• **WHAT IS EXPECTED**: Give all of the data below again exactly, and drop the images.

• **DATA BLOCK**:
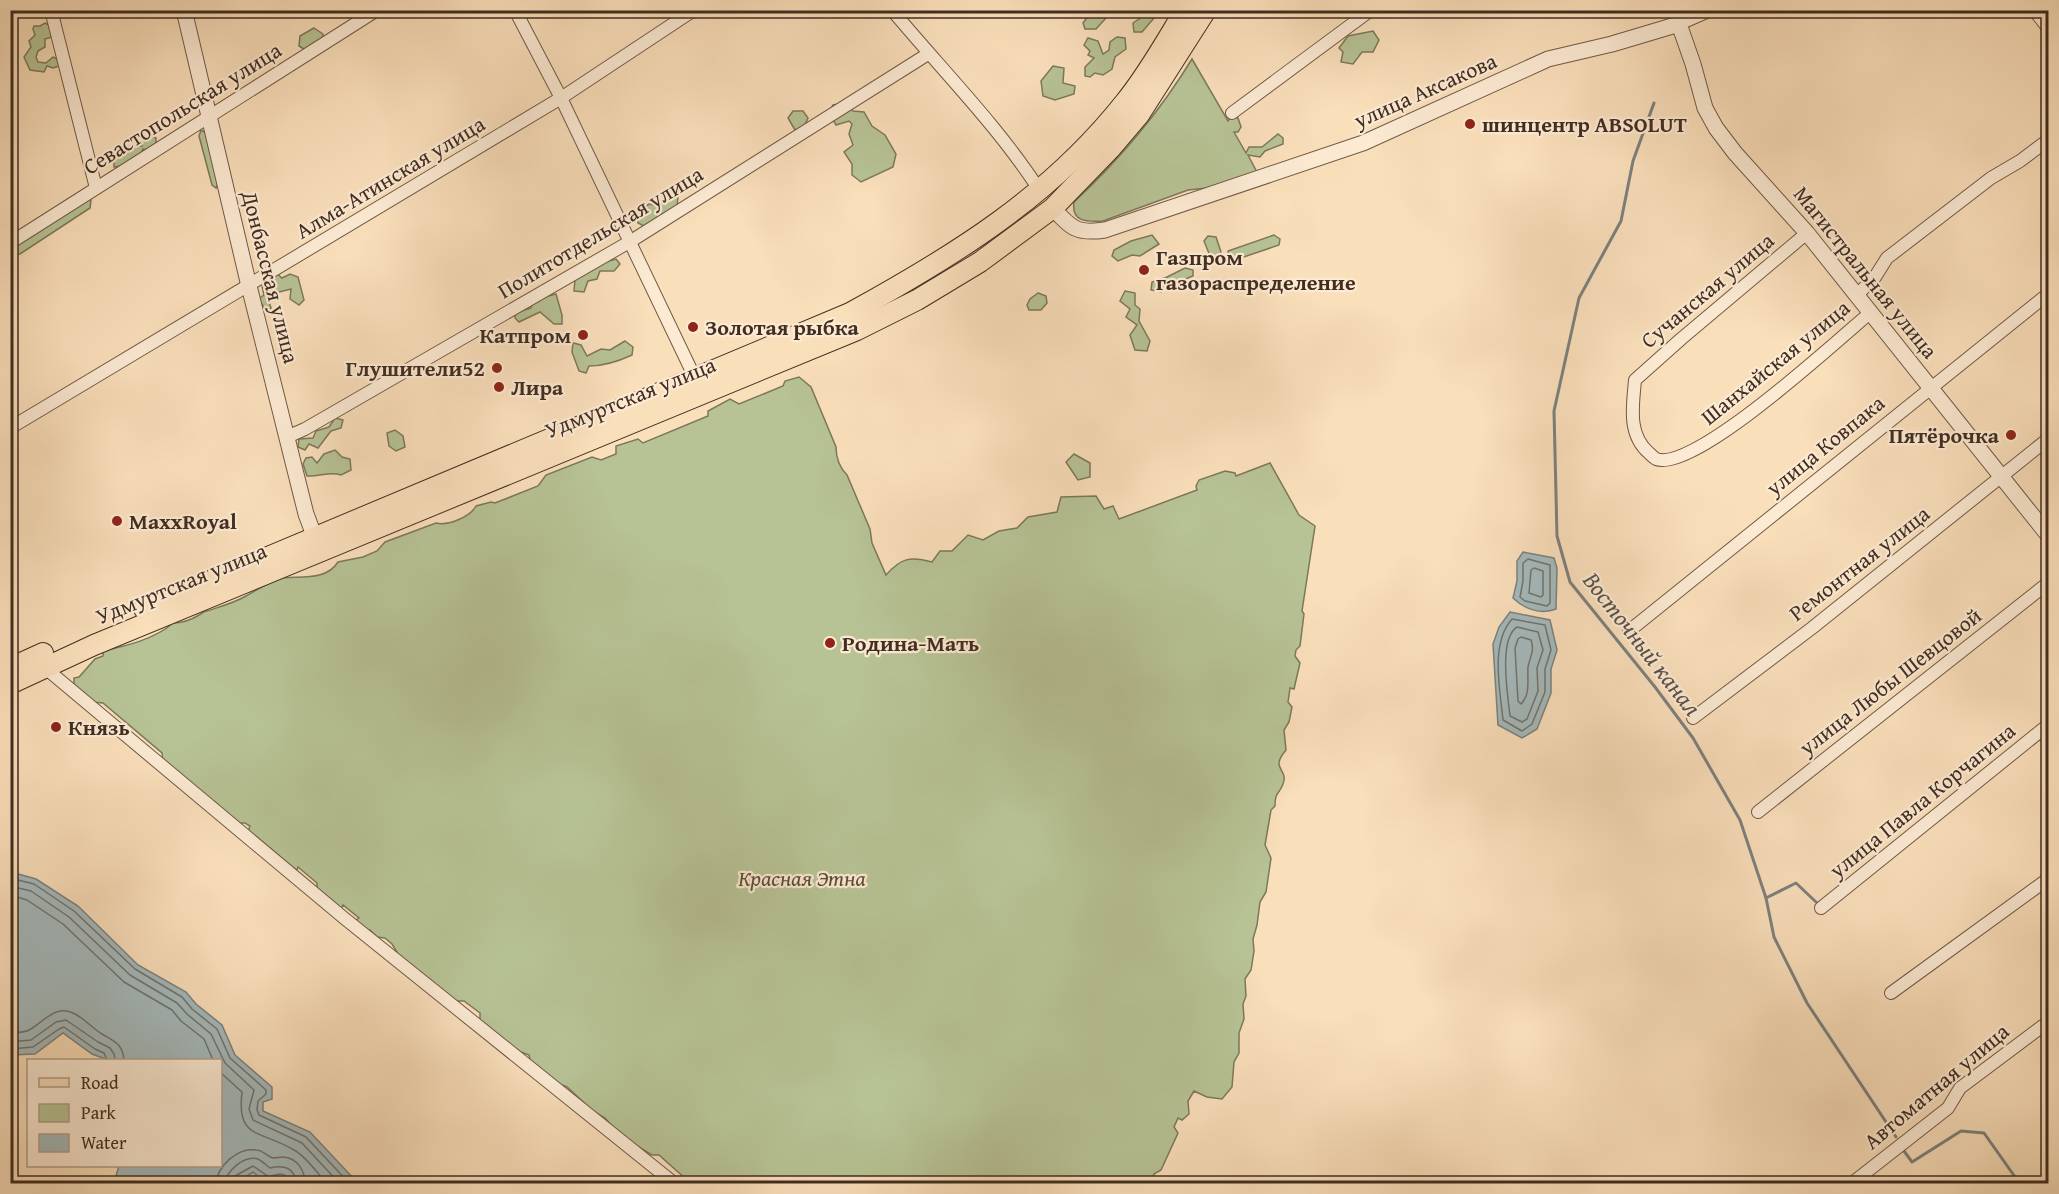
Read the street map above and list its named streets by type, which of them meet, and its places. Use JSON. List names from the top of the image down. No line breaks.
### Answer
{"streets":{"main road":["Удмуртская улица"],"street":["улица Аксакова","Севастопольская улица","Алма-Атинская улица","Политотдельская улица","Магистральная улица","Донбасская улица","Сучанская улица","Шанхайская улица","улица Ковпака","Ремонтная улица","улица Любы Шевцовой","улица Павла Корчагина","Автоматная улица"]},"crossings":[["улица Аксакова","Магистральная улица"],["улица Аксакова","Удмуртская улица"],["Севастопольская улица","Донбасская улица"],["Алма-Атинская улица","Донбасская улица"],["Политотдельская улица","Донбасская улица"],["Магистральная улица","Сучанская улица"],["Магистральная улица","Шанхайская улица"],["Магистральная улица","улица Ковпака"],["Магистральная улица","Ремонтная улица"],["Донбасская улица","Удмуртская улица"],["Сучанская улица","Шанхайская улица"]],"water":["Восточный канал"],"parks":["Красная Этна"],"places":["шинцентр ABSOLUT","Газпром газораспределение","Золотая рыбка","Катпром","Глушители52","Лира","Пятёрочка","MaxxRoyal","Родина-Мать","Князь"],"legend":["Road","Park","Water"]}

• **TASK RESPONSE**:
Read the street map above and list its named streets by type, which of them meet, and its places. Use JSON. List names from the top of the image down. No line breaks.
### Answer
{"streets":{"main road":["Удмуртская улица"],"street":["улица Аксакова","Севастопольская улица","Алма-Атинская улица","Политотдельская улица","Магистральная улица","Донбасская улица","Сучанская улица","Шанхайская улица","улица Ковпака","Ремонтная улица","улица Любы Шевцовой","улица Павла Корчагина","Автоматная улица"]},"crossings":[["улица Аксакова","Магистральная улица"],["улица Аксакова","Удмуртская улица"],["Севастопольская улица","Донбасская улица"],["Алма-Атинская улица","Донбасская улица"],["Политотдельская улица","Донбасская улица"],["Магистральная улица","Сучанская улица"],["Магистральная улица","Шанхайская улица"],["Магистральная улица","улица Ковпака"],["Магистральная улица","Ремонтная улица"],["Донбасская улица","Удмуртская улица"],["Сучанская улица","Шанхайская улица"]],"water":["Восточный канал"],"parks":["Красная Этна"],"places":["шинцентр ABSOLUT","Газпром газораспределение","Золотая рыбка","Катпром","Глушители52","Лира","Пятёрочка","MaxxRoyal","Родина-Мать","Князь"],"legend":["Road","Park","Water"]}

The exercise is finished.